• Exercise details
Using the data below, copy each line that includes the word "direction".

[Extracted data entries]

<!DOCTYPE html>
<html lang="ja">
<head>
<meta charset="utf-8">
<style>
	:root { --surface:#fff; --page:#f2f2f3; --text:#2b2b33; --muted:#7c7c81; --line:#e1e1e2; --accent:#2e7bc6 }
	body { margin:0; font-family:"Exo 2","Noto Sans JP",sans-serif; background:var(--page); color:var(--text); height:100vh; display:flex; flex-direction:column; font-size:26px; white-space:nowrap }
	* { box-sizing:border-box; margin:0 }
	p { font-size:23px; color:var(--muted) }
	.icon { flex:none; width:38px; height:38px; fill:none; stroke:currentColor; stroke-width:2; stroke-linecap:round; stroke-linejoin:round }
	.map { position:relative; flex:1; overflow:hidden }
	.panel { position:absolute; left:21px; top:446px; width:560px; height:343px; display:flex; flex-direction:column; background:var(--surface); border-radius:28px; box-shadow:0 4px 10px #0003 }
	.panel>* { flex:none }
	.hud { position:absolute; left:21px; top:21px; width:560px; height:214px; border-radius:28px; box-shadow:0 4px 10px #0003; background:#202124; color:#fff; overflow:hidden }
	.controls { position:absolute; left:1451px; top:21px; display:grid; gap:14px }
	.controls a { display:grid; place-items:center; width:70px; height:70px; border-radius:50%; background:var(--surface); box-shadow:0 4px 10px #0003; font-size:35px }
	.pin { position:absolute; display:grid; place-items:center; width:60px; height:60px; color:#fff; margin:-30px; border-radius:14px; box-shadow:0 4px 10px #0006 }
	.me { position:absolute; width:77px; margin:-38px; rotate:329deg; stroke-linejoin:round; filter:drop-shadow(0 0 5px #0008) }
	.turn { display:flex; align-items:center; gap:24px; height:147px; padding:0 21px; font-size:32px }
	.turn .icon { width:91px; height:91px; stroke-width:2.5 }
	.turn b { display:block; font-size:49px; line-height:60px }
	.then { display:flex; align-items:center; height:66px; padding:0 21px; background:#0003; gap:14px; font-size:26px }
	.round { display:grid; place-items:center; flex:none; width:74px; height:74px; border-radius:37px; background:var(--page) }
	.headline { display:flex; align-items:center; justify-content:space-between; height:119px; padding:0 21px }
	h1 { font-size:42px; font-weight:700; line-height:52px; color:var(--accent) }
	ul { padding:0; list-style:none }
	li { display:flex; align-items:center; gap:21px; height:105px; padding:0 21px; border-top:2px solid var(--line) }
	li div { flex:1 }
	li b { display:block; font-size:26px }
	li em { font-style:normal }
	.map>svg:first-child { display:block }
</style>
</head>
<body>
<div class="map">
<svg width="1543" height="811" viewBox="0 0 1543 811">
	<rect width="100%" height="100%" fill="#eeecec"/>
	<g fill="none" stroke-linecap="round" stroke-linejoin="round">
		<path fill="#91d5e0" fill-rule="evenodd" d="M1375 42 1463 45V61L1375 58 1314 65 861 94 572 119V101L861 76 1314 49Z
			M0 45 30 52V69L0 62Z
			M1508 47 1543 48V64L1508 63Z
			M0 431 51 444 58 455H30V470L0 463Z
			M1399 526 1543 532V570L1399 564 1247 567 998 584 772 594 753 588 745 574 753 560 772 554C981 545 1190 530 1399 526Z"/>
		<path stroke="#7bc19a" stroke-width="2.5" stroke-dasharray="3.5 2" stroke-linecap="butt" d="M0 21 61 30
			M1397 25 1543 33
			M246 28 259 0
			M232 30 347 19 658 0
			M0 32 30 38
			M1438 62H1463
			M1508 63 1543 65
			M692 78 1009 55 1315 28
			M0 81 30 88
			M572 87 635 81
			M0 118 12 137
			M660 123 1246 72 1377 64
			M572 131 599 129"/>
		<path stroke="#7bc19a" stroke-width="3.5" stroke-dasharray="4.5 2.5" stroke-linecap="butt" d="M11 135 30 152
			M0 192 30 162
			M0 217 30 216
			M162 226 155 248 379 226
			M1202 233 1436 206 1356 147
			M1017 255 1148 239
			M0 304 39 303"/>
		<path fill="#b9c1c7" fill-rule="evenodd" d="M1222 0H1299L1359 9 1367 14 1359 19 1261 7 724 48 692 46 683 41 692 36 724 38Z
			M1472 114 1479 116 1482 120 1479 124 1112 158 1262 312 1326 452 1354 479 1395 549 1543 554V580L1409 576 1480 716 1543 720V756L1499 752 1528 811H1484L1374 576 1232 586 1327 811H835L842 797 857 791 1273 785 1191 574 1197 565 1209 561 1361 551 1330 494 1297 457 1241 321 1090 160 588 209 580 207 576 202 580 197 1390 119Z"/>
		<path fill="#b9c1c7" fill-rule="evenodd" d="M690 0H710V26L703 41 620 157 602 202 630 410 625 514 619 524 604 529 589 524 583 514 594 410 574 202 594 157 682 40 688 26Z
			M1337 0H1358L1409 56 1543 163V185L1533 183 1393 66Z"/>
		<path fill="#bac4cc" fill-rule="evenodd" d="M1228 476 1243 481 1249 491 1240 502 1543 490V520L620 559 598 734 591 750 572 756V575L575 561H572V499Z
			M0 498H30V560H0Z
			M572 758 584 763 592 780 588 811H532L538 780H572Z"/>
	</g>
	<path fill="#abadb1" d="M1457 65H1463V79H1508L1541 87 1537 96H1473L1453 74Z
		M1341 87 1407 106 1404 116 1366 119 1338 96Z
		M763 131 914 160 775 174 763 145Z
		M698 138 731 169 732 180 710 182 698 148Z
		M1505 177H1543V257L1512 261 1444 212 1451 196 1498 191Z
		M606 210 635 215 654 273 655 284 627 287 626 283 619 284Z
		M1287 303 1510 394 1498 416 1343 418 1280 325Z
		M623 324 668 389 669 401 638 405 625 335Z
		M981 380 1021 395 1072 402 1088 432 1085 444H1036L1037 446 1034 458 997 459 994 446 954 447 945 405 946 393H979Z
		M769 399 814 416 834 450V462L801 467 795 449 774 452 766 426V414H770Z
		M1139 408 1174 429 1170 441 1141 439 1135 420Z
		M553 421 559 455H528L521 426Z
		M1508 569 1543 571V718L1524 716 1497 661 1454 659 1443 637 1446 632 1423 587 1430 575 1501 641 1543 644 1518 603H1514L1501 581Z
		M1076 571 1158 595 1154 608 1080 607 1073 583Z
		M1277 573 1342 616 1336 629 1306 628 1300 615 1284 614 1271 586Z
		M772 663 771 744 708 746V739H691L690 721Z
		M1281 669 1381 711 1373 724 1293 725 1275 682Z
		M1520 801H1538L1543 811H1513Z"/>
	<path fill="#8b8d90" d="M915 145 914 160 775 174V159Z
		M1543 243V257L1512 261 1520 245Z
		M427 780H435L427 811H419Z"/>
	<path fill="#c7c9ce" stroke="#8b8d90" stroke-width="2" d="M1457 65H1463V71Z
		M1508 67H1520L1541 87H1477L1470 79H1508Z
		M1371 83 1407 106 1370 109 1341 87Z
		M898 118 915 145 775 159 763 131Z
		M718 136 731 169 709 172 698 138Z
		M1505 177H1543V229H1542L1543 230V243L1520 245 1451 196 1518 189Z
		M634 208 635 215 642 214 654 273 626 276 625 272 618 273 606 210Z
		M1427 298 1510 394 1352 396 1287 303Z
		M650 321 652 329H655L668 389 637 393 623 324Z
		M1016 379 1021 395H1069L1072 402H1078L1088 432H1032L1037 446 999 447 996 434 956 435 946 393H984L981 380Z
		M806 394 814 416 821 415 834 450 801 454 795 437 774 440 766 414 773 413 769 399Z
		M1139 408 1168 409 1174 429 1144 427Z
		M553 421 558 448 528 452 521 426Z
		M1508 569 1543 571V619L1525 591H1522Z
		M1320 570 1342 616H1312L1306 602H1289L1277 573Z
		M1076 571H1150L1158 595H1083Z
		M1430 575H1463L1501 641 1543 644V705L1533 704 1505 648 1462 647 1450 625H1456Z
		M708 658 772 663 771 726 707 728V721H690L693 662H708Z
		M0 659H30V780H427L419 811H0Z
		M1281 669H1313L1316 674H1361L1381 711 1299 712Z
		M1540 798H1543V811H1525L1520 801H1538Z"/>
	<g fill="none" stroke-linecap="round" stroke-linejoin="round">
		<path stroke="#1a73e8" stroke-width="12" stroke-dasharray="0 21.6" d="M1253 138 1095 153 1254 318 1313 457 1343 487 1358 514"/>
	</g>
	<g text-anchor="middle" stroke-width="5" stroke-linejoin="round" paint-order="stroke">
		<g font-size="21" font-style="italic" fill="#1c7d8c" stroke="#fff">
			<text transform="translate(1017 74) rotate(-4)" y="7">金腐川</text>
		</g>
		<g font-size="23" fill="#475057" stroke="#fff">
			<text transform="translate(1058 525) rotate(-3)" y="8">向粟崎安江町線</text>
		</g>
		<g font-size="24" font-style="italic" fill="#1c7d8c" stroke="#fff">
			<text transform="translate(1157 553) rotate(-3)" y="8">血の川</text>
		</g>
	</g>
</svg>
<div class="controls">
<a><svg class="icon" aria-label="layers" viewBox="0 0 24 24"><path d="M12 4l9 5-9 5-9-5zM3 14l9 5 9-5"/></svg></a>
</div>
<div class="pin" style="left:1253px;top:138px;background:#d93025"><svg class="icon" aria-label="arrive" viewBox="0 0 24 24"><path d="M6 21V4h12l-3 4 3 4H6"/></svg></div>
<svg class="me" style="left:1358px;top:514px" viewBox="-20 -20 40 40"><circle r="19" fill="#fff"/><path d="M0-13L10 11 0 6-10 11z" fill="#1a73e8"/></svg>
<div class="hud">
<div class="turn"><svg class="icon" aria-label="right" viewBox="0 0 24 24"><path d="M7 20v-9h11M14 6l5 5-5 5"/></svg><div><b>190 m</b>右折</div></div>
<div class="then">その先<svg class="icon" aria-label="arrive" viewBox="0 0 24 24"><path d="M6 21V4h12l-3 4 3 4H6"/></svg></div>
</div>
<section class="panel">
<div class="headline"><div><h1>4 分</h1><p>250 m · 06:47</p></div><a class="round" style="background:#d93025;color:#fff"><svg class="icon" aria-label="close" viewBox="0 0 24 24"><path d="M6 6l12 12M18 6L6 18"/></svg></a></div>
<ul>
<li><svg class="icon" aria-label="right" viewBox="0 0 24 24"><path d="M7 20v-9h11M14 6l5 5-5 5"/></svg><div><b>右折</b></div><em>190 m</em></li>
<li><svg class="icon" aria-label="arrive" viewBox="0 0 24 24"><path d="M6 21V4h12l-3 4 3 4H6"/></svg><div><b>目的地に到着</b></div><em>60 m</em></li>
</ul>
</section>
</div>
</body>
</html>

• Your response
	body { margin:0; font-family:"Exo 2","Noto Sans JP",sans-serif; background:var(--page); color:var(--text); height:100vh; display:flex; flex-direction:column; font-size:26px; white-space:nowrap }
	.panel { position:absolute; left:21px; top:446px; width:560px; height:343px; display:flex; flex-direction:column; background:var(--surface); border-radius:28px; box-shadow:0 4px 10px #0003 }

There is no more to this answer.